High Entropy-Induced Kinetics Improvement and Phase Transition Suppression in K-Ion Battery Layered Cathodes

Layered oxides are widely accepted to be promising cathode candidate materials for K-ion batteries (KIBs) in terms of their rich raw materials and low price, while their further applications are restricted by sluggish kinetics and poor structural stability. Here, the high-entropy design concept is introduced into layered KIB cathodes to address the above issues, and an example of high-entropy layered K_0.45Mn_0.60Ni_0.075Fe_0.075Co_0.075Ti_0.10Cu_0.05Mg_0.025O₂ (HE-KMO) is successfully prepared.
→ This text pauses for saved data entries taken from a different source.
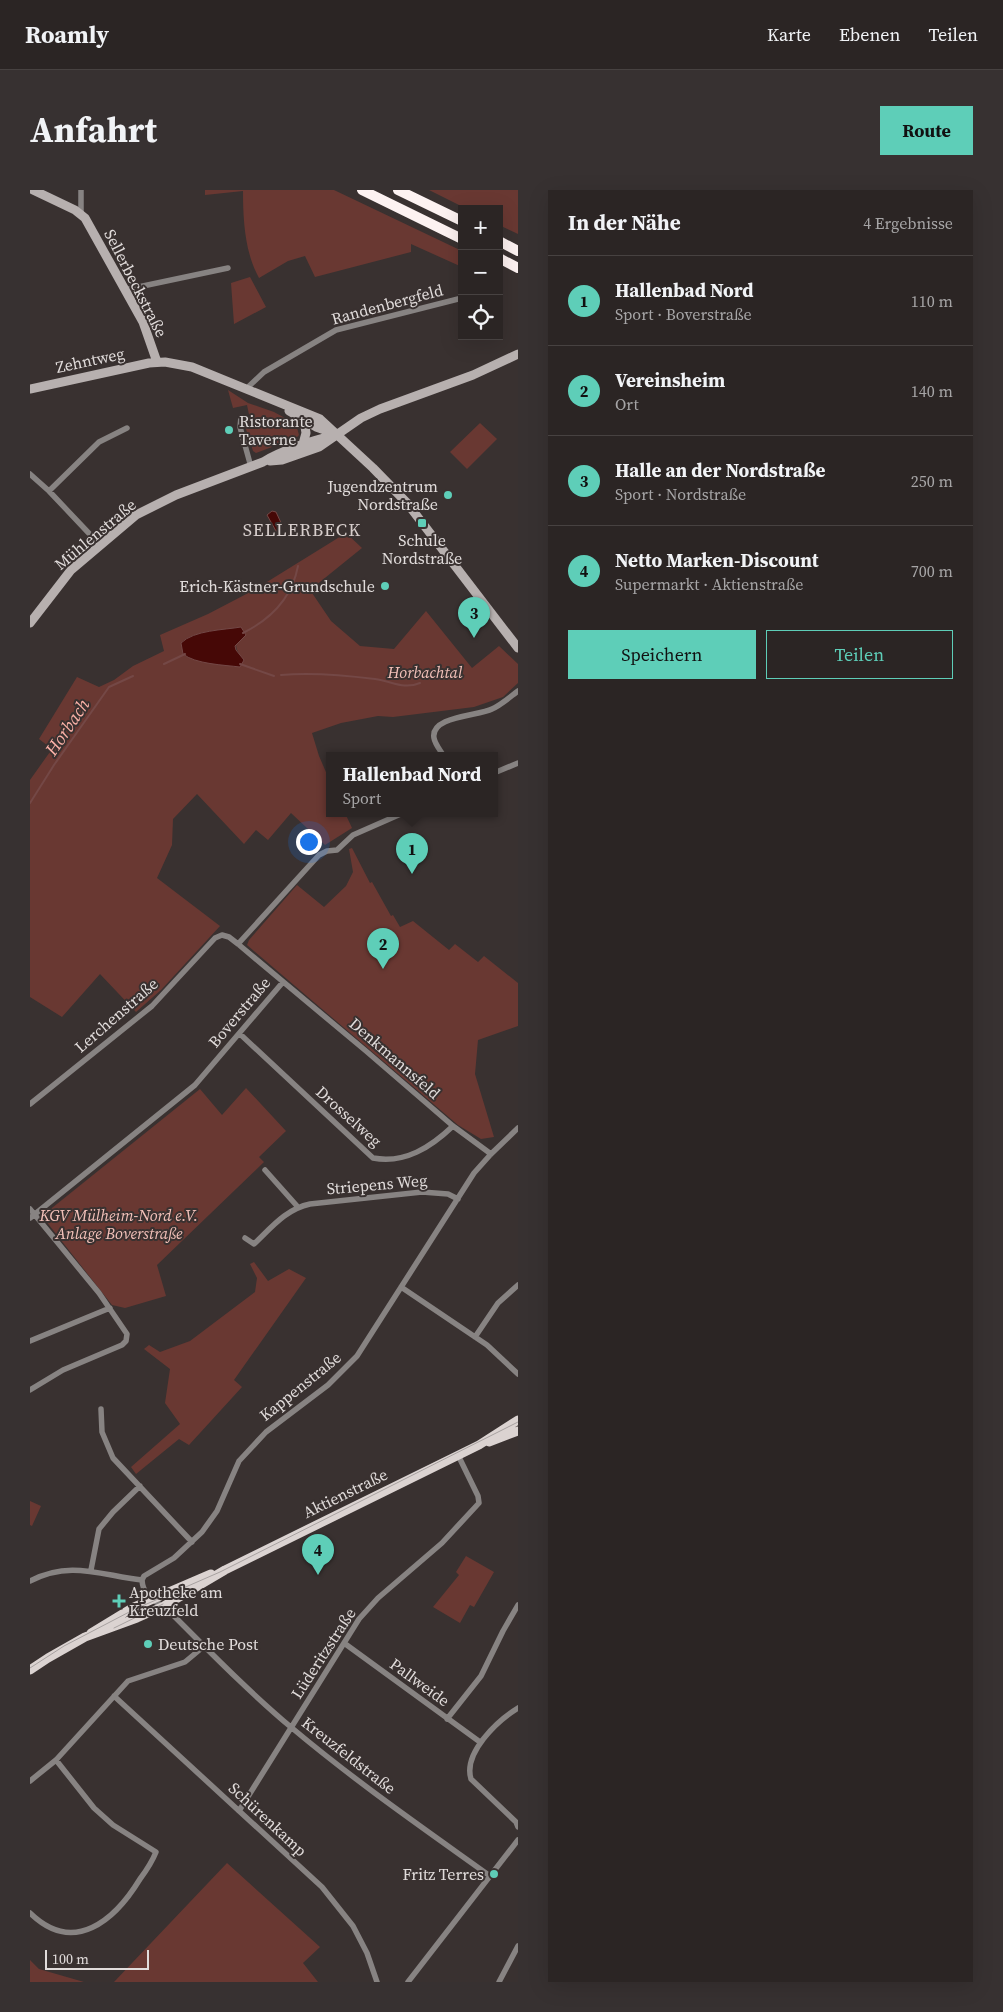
<!DOCTYPE html>
<html lang="de">
<head>
<meta charset="utf-8">
<style>
  body { margin:0; font-family:"Source Serif 4",serif; background:#373131; color:#f1f3f6 }
  .controls { position:absolute; right:15px; top:15px; display:grid; overflow:hidden; border-radius:0px; box-shadow:0 5px 20px #0002 }
  .controls button { width:45px; height:45px; display:grid; place-items:center; padding:0; border:0; border-bottom:1px solid #474241; background:#2b2524; color:#f1f3f6; font:25px sans-serif }
  .scale { position:absolute; left:15px; bottom:12px; width:104px; box-sizing:border-box; padding-left:5px; border:2px solid #e1dcdb; border-top:0; font-size:14px; line-height:18px; white-space:nowrap; color:#e1dcdb; -webkit-text-stroke:4px #393130; paint-order:stroke }
  .you { position:absolute; left:278px; top:651px; width:18px; height:18px; margin:-12px; border:4px solid #fff; border-radius:50%; background:#1a73e8; box-shadow:0 0 0 8px #1a73e833 }
  .badge { display:grid; place-items:center; width:32px; height:32px; border-radius:50%; background:#5eceb8; color:#111; font-size:16px; font-weight:700 }
  .pin { position:absolute; translate:-50% -41px; filter:drop-shadow(0 1px 2px #0008) }
  .pin::after { content:''; position:absolute; top:26px; width:18px; height:15px; background:inherit; clip-path:polygon(0 0,100% 0,50% 100%) }
  .popup { position:absolute; left:296px; top:562px; width:172px; height:65px; box-sizing:border-box; display:grid; place-content:center; border-radius:0px; background:#2b2524; filter:drop-shadow(0 1px 4px #0005); font-size:16px; white-space:nowrap; color:#a6a5a6 }
  .popup b { font-size:19px; color:#f1f3f6 }
  .popup::after { content:''; position:absolute; left:50%; top:100%; margin-left:-10px; border:10px solid transparent; border-top-color:#2b2524 }
  .list { margin:0; padding:0; list-style:none }
  h2 { display:flex; justify-content:space-between; align-items:center; height:65px; margin:0; padding:0 20px; font-size:21px }
  h2 small { font-size:16px; font-weight:400; color:#a6a5a6 }
  .list li { display:grid; grid-template-columns:32px 1fr auto; gap:15px; align-items:center; box-sizing:border-box; height:90px; padding:0 20px; border-top:1px solid #474241 }
  .list b { display:block; font-size:19px; white-space:nowrap }
  .list p { margin:0; font-size:16px; white-space:nowrap; color:#a6a5a6 }
  .list em { font-size:16px; font-style:normal; color:#a6a5a6 }
  .actions { display:flex; gap:10px; padding:15px 20px }
  .actions a { flex:1; padding:11px 0; border:1px solid #5eceb8; border-radius:0px; text-align:center; font-size:18px; color:#5eceb8 }
  .actions .main { background:#5eceb8; color:#111 }
  .icon { flex:none; width:28px; height:28px; fill:none; stroke:currentColor; stroke-width:2; stroke-linecap:round; stroke-linejoin:round }
  .map { position:relative; flex:none; width:488px; height:1792px; overflow:hidden; border-radius:0px }
  header { display:flex; align-items:center; gap:30px; box-sizing:border-box; height:70px; padding:0 25px; background:#2b2524; border-bottom:1px solid #474241 }
  header strong { font-size:24px }
  nav { display:flex; gap:28px; margin-inline-start:auto; font-size:18px }
  .intro { display:flex; align-items:center; justify-content:space-between; box-sizing:border-box; height:120px; padding:0 30px }
  h1 { margin:0; font-size:35px }
  .button { padding:12px 22px; border-radius:0px; background:#5eceb8; color:#111; font-size:18px; font-weight:700 }
  main { display:flex; gap:30px; padding:0 30px }
  aside { flex:1; background:#2b2524; border-radius:0px; box-shadow:0 5px 20px #0002 }
  .map>svg:first-child { display:block }
  .green { fill:#693832; fill-rule:evenodd }
  .water { fill:#460806; stroke:#744846 }
  .lines { fill:none; stroke-linecap:round; stroke-linejoin:round }
  .stream { stroke:#744846; stroke-width:2 }
  .street { stroke:#878382; stroke-width:5.5 }
  .secondary { stroke:#b7b0af; stroke-width:9 }
  .primary { stroke:#dbd3d1; stroke-width:9 }
  .highway { stroke:#fdf2f1; stroke-width:10 }
  .tram { stroke:#a7a1a0; stroke-width:1 }
  .poi-dot { fill:#5eceb8; stroke:#393130; stroke-width:2 }
  .labels { text-anchor:middle; dominant-baseline:central; stroke-width:4; stroke-linejoin:round; paint-order:stroke }
  .street-label { font-size:16px; fill:#e1dcdb; stroke:#393130 }
  .poi-label { font-size:16px; fill:#e1dcdb; stroke:#393130; text-anchor:start }
  .park-label { font-size:16px; font-style:italic; fill:#f3c1b9; stroke:#393130 }
  .neighbourhood-label { font-size:18px; letter-spacing:1px; fill:#d7cecc; stroke:#393130 }
  .water-label { font-size:18px; font-style:italic; fill:#fbb1a7; stroke:#393130 }
</style>
</head>
<body>
<header>
<strong>Roamly</strong>
<nav><a>Karte</a><a>Ebenen</a><a>Teilen</a></nav>
</header>
<div class="intro"><h1>Anfahrt</h1><a class="button">Route</a></div>
<main>
<div class="map">
<svg width="488" height="1792" viewBox="0 0 488 1792">
  <rect width="100%" height="100%" fill="#393130"/>
  <path class="green" d="M175,0h129l128,61v16l-51,-23v8l-96,25 -10,-21 -17,5 -29,17c-14,-25 -16,-58 -16,-87l-38,4z
    M399,0h89v44l-19,-9v-16h-32z
    M220,87l16,30 -32,17 -3,-41z
    M198,200l20,13 26,9 22,12 3,11 -3,3 -40,15 -3,-2 -8,-25 6,-2 -4,-19 -14,3z
    M450,233l17,16 -30,30 -17,-17z
    M316,343l16,15 -52,42 21,31 29,25 34,3 32,-38 46,57 27,-22 19,18v19l-15,14 -29,10 -81,10 -15,-1 -37,7 -29,10 7,23 10,23 1,34h15l7,15 -27,17 -34,-32 -23,27 -12,-10 -12,14 -47,-50 -24,25 -1,26 -15,33 63,48 -59,64 -25,22 -36,-38 -38,43 -32,-20v-217l22,-31 -13,-10 38,-62 22,10 15,-7 19,-14 31,-15 -4,-16 48,-21 46,-24zM211,437c-5,16 -9,19 3,33l-49,-1 -8,-2 -4,-3 -2,-11c13,-13 43,-13 60,-16z
    M322,658l18,35 2,-1 19,34 2,-1 7,12 13,-6 36,29 6,-6 23,18 6,-6 34,27v43l-40,14 -3,34 19,63 -13,2 -23,-14 -211,-180 2,-5 48,-55 27,22 22,-21 7,-14 -4,-23z
    M216,898l40,43 -27,26 5,5 -107,103 9,31 -41,12 -13,-3 -70,-89 158,-127 22,26z
    M224,1072l14,19 21,-12 17,9 -72,102 8,7 -53,58 -10,-6 -43,35 -5,-7 49,-43 -15,-21 5,-34 -26,-20 5,-4 11,7 30,-11 65,-49 2,-14 -7,-14z
    M0,1311l11,5 -9,20 -2,-1z
    M436,1366l28,16 -20,35 -4,-2 -10,18 -27,-16 26,-32 -3,-3z
    M197,1673l93,84 -17,16 15,19h-204z
    M0,1770l9,9 45,13h-54z"/>
  <path class="water" d="M242,321l4,1 6,13 -1,6h-5l-9,-16z
    M211,437l5,8 -11,11 1,4 8,10 -4,7c-16,-2 -45,-3 -57,-13l-2,-11c13,-13 43,-13 60,-16z"/>
  <g class="lines">
    <path class="stream" d="M213,443c28,-14 49,-35 55,-67
      M134,474l21,-10
      M210,474l34,12
      M251,485c31,-3 63,0 94,4 17,2 28,11 45,4
      M394,489l7,-5 13,-1
      M0,613l24,-38 55,-78 24,-11"/>
    <path class="street" d="M51,24v-24
      M94,100l104,-22
      M216,199l18,-17 72,-42 126,-32
      M211,227l-1,10 11,40
      M0,284l19,17 51,54
      M19,301l50,-49 28,-14
      M413,565c-3,-5 -8,-11 -9,-17 -4,-22 44,-22 58,-29 9,-4 18,-12 26,-18
      M464,583l24,-10
      M208,754l81,-89 8,-4 10,-1 16,-15 50,-22
      M210,844l133,124c32,6 58,-11 80,-32
      M0,914l122,-98 63,-68 7,-3 7,2 9,7 128,107 87,75 38,28
      M235,980l32,36
      M0,1019l69,84 28,41 -1,7 -4,4 -59,25 -33,20
      M0,1028l165,-133 88,-103
      M215,1048l9,6c17,-16 32,-35 56,-40l112,-12 26,2 10,5
      M371,1097l86,58 31,29
      M445,1147l23,-34 20,-18
      M0,1151l80,-33
      M71,1219l1,23 11,26 79,84
      M61,1380l8,-41 14,-17 27,-26
      M112,1390l2,-4 30,-18 28,-26 15,-21 22,-50 27,-29 62,-47 29,-29 117,-183 17,-19 27,-26
      M112,1390c1,19 18,22 29,33 39,39 78,79 121,115 63,53 131,100 198,148
      M0,1391c40,-21 70,-6 112,-1
      M314,1453l136,99
      M84,1506l208,191 31,39 14,27 10,29
      M488,1518c-21,13 -55,45 -47,71l45,43 2,5
      M417,1529l34,-43 22,-45 15,-26
      M0,1591l26,-21 72,-79 57,-19 18,-15
      M209,1621l120,-192 19,-21 64,-55 37,-40 -1,-7 -20,-41
      M0,1723c44,43 85,7 110,-34 6,-8 12,-17 16,-27l-43,-27 -19,-17 -38,-48
      M378,1792l110,-142
      M469,1792l19,-36"/>
    <path class="secondary" d="M3,0l42,20 10,8 58,104 14,40
      M0,199l119,-26 16,-1 27,5 128,52 53,49 34,35 111,145
      M259,221l27,16 17,6
      M273,254l3,-11 -2,-13
      M240,271l12,-1 37,-13 42,-29 19,-9 93,-34 45,-21
      M0,433l41,-53 65,-55 40,-20 87,-33c22,-13 48,-21 73,-27"/>
    <path class="primary" d="M459,1252l29,-11
      M61,1443l41,-25 79,-34
      M0,1480l18,-12 37,-21 52,-19 27,-12 61,-36 254,-125 39,-25"/>
    <path class="highway" d="M332,0l100,49
      M368,0l64,31
      M469,51l19,10
      M469,68l19,10"/>
    <path class="tram" d="M84,1438l49,-24
      M0,1478l34,-22 69,-36 87,-38 298,-150"/>
  </g>
  <g class="poi-dot">
    <circle cx="199" cy="240" r="5"/>
    <circle cx="418" cy="305" r="5"/>
    <rect x="387" y="328" width="10" height="10" rx="2.5"/>
    <circle cx="355" cy="396" r="5"/>
    <path d="M86.5 1403.5h5v5h5v5h-5v5h-5v-5h-5v-5h5z"/>
    <circle cx="118" cy="1454" r="5"/>
    <circle cx="464" cy="1684" r="5"/>
  </g>
  <g class="labels">
    <g class="street-label">
      <text transform="translate(106 93) rotate(63)">Sellerbeckstraße</text>
      <text transform="translate(357 114) rotate(-15)">Randenbergfeld</text>
      <text transform="translate(60 170) rotate(-12)">Zehntweg</text>
      <text transform="translate(65 344) rotate(-40)">Mühlenstraße</text>
      <text transform="translate(209 822) rotate(-50)">Boverstraße</text>
      <text transform="translate(86 825) rotate(-41)">Lerchenstraße</text>
      <text transform="translate(365 868) rotate(41)">Denkmannsfeld</text>
      <text transform="translate(319 926) rotate(42)">Drosselweg</text>
      <text transform="translate(347 994) rotate(-5)">Striepens Weg</text>
      <text transform="translate(270 1196) rotate(-39)">Kappenstraße</text>
      <text transform="translate(315 1303) rotate(-26)">Aktienstraße</text>
      <text transform="translate(293 1463) rotate(-57)">Lüderitzstraße</text>
      <text transform="translate(390 1492) rotate(36)">Pallweide</text>
      <text transform="translate(319 1565) rotate(38)">Kreuzfeldstraße</text>
      <text transform="translate(238 1629) rotate(43)">Schürenkamp</text>
    </g>
    <g class="poi-label">
      <text x="209" y="231">Ristorante<tspan x="209" dy="18">Taverne</tspan></text>
      <text x="408" y="296" text-anchor="end">Jugendzentrum<tspan x="408" dy="18">Nordstraße</tspan></text>
      <text x="392" y="350" text-anchor="middle">Schule<tspan x="392" dy="18">Nordstraße</tspan></text>
      <text x="345" y="396" text-anchor="end">Erich-Kästner-Grundschule</text>
      <text x="99" y="1402">Apotheke am<tspan x="99" dy="18">Kreuzfeld</tspan></text>
      <text x="128" y="1454">Deutsche Post</text>
      <text x="454" y="1684" text-anchor="end">Fritz Terres</text>
    </g>
    <g class="park-label">
      <text x="395" y="482">Horbachtal</text>
      <text x="89" y="1025">KGV Mülheim-Nord e.V.<tspan x="89" dy="18">Anlage Boverstraße</tspan></text>
    </g>
    <g class="neighbourhood-label">
      <text x="272" y="339">SELLERBECK</text>
    </g>
    <g class="water-label">
      <text transform="translate(37 537) rotate(-56)">Horbach</text>
    </g>
  </g>
</svg>
<div class="controls">
<button>+</button>
<button>−</button>
<button><svg class="icon" aria-label="locate" viewBox="0 0 24 24"><circle cx="12" cy="12" r="6"/><path d="M12 2v4M12 18v4M2 12h4M18 12h4"/></svg></button>
</div>
<div class="scale">100 m</div>
<div class="you"></div>
<div class="pin badge" style="left:382px;top:684px">1</div>
<div class="popup"><b>Hallenbad Nord</b>Sport</div>
<div class="pin badge" style="left:353px;top:779px">2</div>
<div class="pin badge" style="left:444px;top:448px">3</div>
<div class="pin badge" style="left:288px;top:1385px">4</div>
</div>
<aside>
<h2>In der Nähe<small>4 Ergebnisse</small></h2>
<ul class="list">
<li><span class="badge">1</span><div><b>Hallenbad Nord</b><p>Sport · Boverstraße</p></div><em>110 m</em></li>
<li><span class="badge">2</span><div><b>Vereinsheim</b><p>Ort</p></div><em>140 m</em></li>
<li><span class="badge">3</span><div><b>Halle an der Nordstraße</b><p>Sport · Nordstraße</p></div><em>250 m</em></li>
<li><span class="badge">4</span><div><b>Netto Marken-Discount</b><p>Supermarkt · Aktienstraße</p></div><em>700 m</em></li>
</ul>
<div class="actions"><a class="main">Speichern</a><a>Teilen</a></div>
</aside>
</main>
</body>
</html>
Benefiting from the high-entropy oxide with multielement doping, the developed HE-KMO exhibits half-metallic oxide features with a narrow bandgap of 0.19 eV. Increased entropy can also reduce the surface energy of the {010} active facets, resulting in about 2.6 times more exposure of the {010} active facets of HE-KMO than the low-entropy K_0.45MnO₂ (KMO). Both can effectively improve the kinetics in terms of electron conduction and K⁺ diffusion. Furthermore, high entropy can inhibit space charge ordering during K⁺ (de)insertion, and the transition metal-oxygen covalent interaction of HE-KMO is also enhanced, leading to suppressed phase transition of HE-KMO in 1.5-4.2 V and better electrochemical stability of HE-KMO (average capacity drop of 0.20%, 200 cycles) than the low-entropy KMO (average capacity drop of 0.41%, 200 cycles) in the wide voltage window.